Kaayena manasaa buddhyaa, kevalaer indriyair api | Yoginah karma kurvanti, sangam tyaktvaa atma-shudhaye ||11||
अनुवाद
The yogis, abandoning attachment, act with the body, mind, intelligence, and even the senses — solely for the purpose of self-purification.
शब्दार्थ
कायेन
with the body
मनसा
with the mind
बुद्ध्या
with the intelligence/intellect
केवलैः
only/alone/purified
इन्द्रियैः
with the senses
अपि
also/even
योगिनः
the yogis / those in Krishna consciousness
कर्म
action/work
कुर्वन्ति
they perform/do
सङ्गम्
attachment
त्यक्त्वा
having abandoned
आत्म-शुद्धये
for self-purification / for the purification of the soul
टीका
Commentary
This verse offers a comprehensive picture of the karma yogi’s inner stance. Krishna lists every instrument of action — body, mind, intelligence, senses — and says the yogi uses all of them. There is no withdrawal, no quietism, no denial of the physical. The distinction lies entirely in the spirit of the action: without attachment, and directed toward purification.
Every Instrument Is Available
Kaayena manasaa buddhyaa kevalaer indriyair api — body, mind, intellect, and senses.

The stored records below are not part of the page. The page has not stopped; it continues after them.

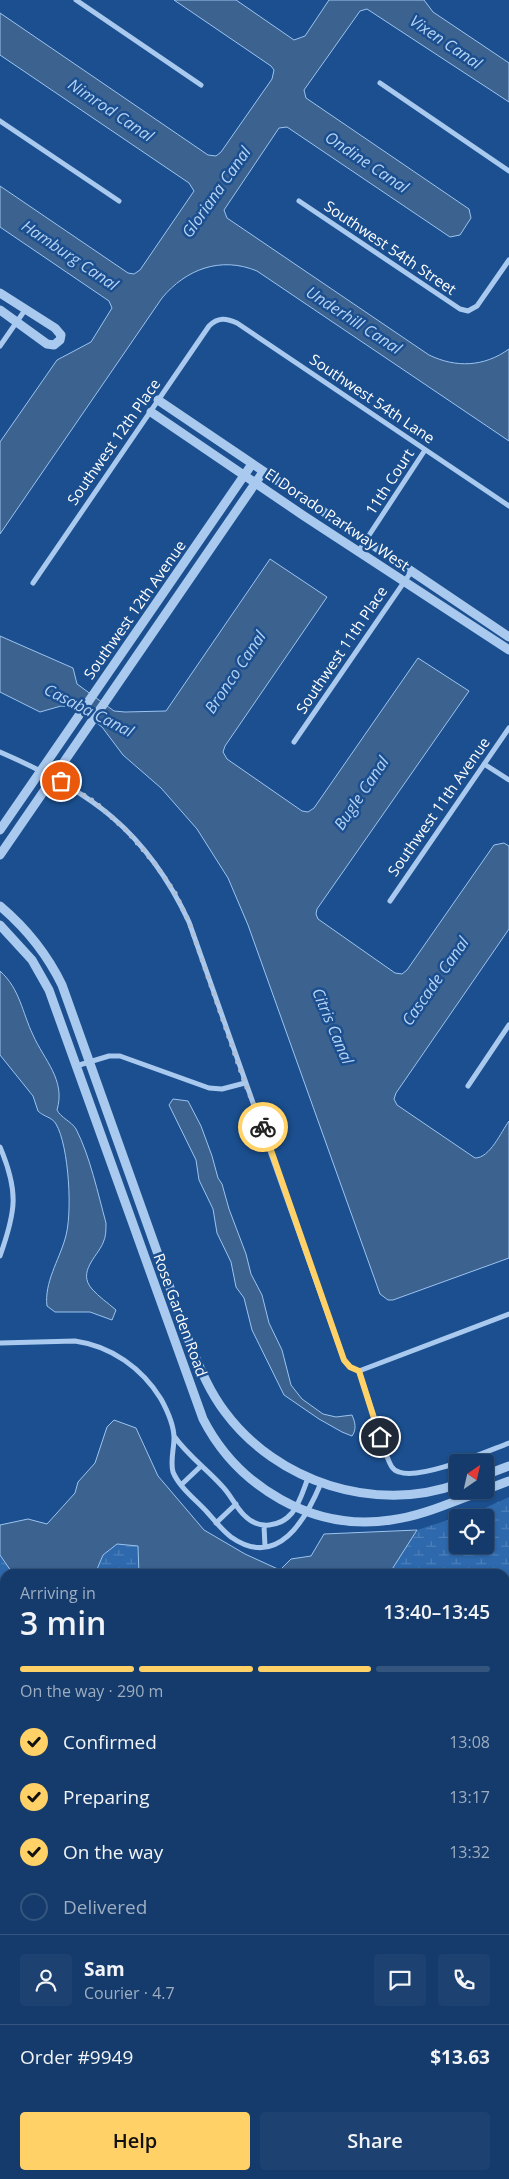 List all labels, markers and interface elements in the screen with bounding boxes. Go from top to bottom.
water label: Vixen Canal [406,10,487,75]
water label: Nimrod Canal [64,73,159,147]
water label: Ondine Canal [321,126,414,199]
water label: Gloriana Canal [176,141,256,242]
street label: Southwest 54th Street [321,196,460,299]
water label: Hamburg Canal [17,215,123,296]
water label: Underhill Canal [302,281,407,360]
street label: Southwest 54th Lane [306,349,439,448]
street label: Southwest 12th Place [62,374,164,509]
street label: 11th Court [360,445,418,518]
street label: El Dorado Parkway West [261,463,414,575]
street label: Southwest 12th Avenue [79,536,190,683]
street label: Southwest 11th Place [291,582,391,717]
water label: Bronco Canal [199,626,271,718]
water label: Casaba Canal [41,678,138,742]
street label: Southwest 11th Avenue [383,733,494,880]
water label: Bugle Canal [328,751,394,834]
pin [40,760,82,802]
icon: bag [47,767,75,795]
water label: Cascade Canal [396,931,474,1030]
water label: Citris Canal [307,984,359,1068]
courier [238,1102,288,1152]
icon: bike [249,1113,277,1141]
street label: Rose Garden Road [149,1250,213,1379]
pin [359,1416,401,1458]
icon: home [366,1423,394,1451]
north arrow [449,1454,494,1499]
map controls [449,1454,494,1554]
button: locate [449,1509,494,1554]
text: Arriving in [20,1582,96,1604]
text: 13:40–13:45 [383,1599,490,1625]
text: 3 min [20,1601,106,1644]
text: On the way · 290 m [20,1680,163,1702]
icon: check [20,1728,48,1756]
text: Confirmed [63,1729,157,1755]
text: 13:08 [449,1731,490,1753]
icon: check [20,1783,48,1811]
text: Preparing [63,1784,150,1810]
text: 13:17 [449,1786,490,1808]
icon: check [20,1838,48,1866]
text: On the way [63,1839,163,1865]
text: 13:32 [449,1841,490,1863]
text: Delivered [63,1894,147,1920]
button: person [20,1954,72,2006]
button: chat [374,1954,426,2006]
button: phone [438,1954,490,2006]
text: Sam [84,1956,125,1982]
text: Courier · 4.7 [84,1982,175,2004]
text: Order #9949 [20,2044,133,2070]
text: $13.63 [430,2044,490,2070]
button: Help [20,2112,250,2170]
button: Share [260,2112,490,2170]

The word kevalaih is interesting here; it can mean “only” or “purely” — the senses being used in their clean, undistorted function. The yogi is not fighting with any instrument. All are put to use. The difference is in for what.

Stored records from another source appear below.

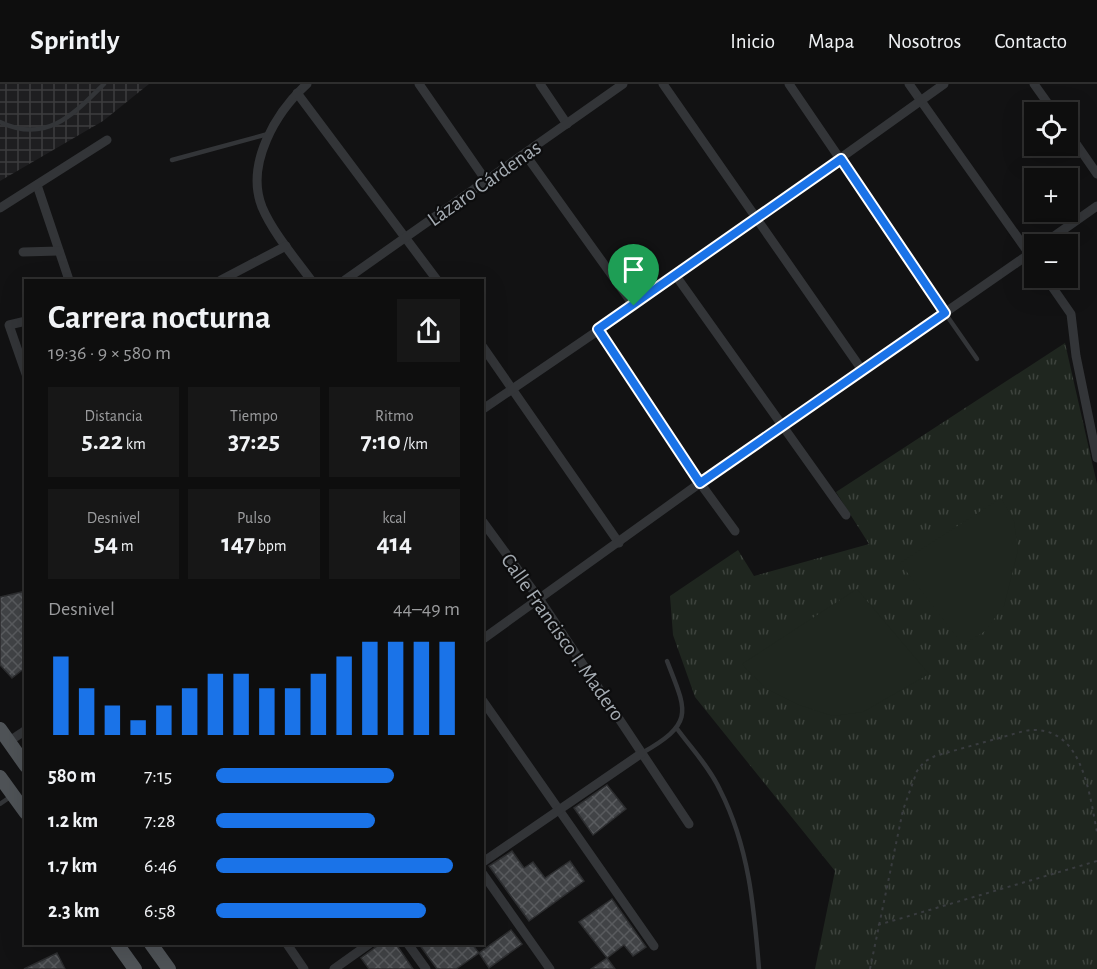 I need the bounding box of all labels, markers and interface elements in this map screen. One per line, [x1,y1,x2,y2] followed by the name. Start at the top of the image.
[30,27,120,55] text: Sprintly
[730,31,775,52] text: Inicio
[808,31,855,52] text: Mapa
[888,31,961,52] text: Nosotros
[994,31,1067,52] text: Contacto
[1024,102,1078,288] map controls
[1024,102,1078,156] button: locate
[424,137,545,230] street label: Lázaro Cárdenas
[1024,168,1078,222] button: +
[1024,234,1078,288] button: −
[608,244,659,306] pin
[617,253,650,286] icon: arrive
[397,299,460,362] button: share
[48,302,271,335] text: Carrera nocturna
[48,343,171,363] text: 19:36 · 9 × 580 m
[85,408,143,424] text: Distancia
[230,408,278,424] text: Tiempo
[375,408,414,424] text: Ritmo
[81,428,123,454] text: 5.22
[228,428,280,454] text: 37:25
[361,428,401,454] text: 7:10
[123,436,146,452] text: km
[401,436,428,452] text: /km
[87,510,140,526] text: Desnivel
[237,510,271,526] text: Pulso
[382,510,407,526] text: kcal
[94,530,118,556] text: 54
[221,530,255,556] text: 147
[377,530,412,556] text: 414
[118,538,134,554] text: m
[255,538,287,554] text: bpm
[497,550,628,725] street label: Calle Francisco I. Madero
[48,599,115,619] text: Desnivel
[393,599,460,619] text: 44–49 m
[48,766,96,786] text: 580 m
[144,766,172,786] text: 7:15
[48,811,98,831] text: 1.2 km
[144,811,176,831] text: 7:28
[48,856,97,876] text: 1.7 km
[144,856,177,876] text: 6:46
[48,901,100,921] text: 2.3 km
[144,901,176,921] text: 6:58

Sangam Tyaktvaa — The Pivot
Again the phrase sangam tyaktvaa — abandoning attachment — appears, as it did in verse 10. This is the structural hinge of karma yoga. Attachment is the one thing that must go. Not the senses, not the body, not the mind. Those are neutral instruments. Attachment (sangam) is what converts neutral action into binding karma.
Atma-Shudhaye — For Self-Purification
The goal stated here is striking: atma-shudhaye, self-purification. The yogi does not act to accumulate, to win, to impress. He acts to become clear — to burn away the obscurations that prevent the Self from shining in its natural brightness. This reframes all of life’s activity as a spiritual practice. Cooking, working, speaking, thinking — all become purifying acts when undertaken in the right spirit.
Historical Context
This verse forms part of what scholars call the karma yoga synthesis of Chapter 5. The Gita here unifies the apparently competing paths of renunciation (sannyasa) and action (karma yoga) by showing that the inner attitude — not the outward form — is what determines spiritual progress. The householder who acts without attachment is as much a yogi as the monk who withdraws from action.
Frequently Asked Questions
- What does Bhagavad Gita 5.11 mean?
- The yogis, abandoning attachment, act with the body, mind, intelligence, and even the senses — solely for the purpose of self-purification.
- What is the Sanskrit text of Bhagavad Gita 5.11?
- The original Sanskrit verse is: Kaayena manasaa buddhyaa, kevalaer indriyair api | Yoginah karma kurvanti, sangam tyaktvaa atma-shudhaye ||11||
- What are the key themes of this verse?
- This verse explores: karma yoga, self-purification, detachment, yoga of action, body and mind.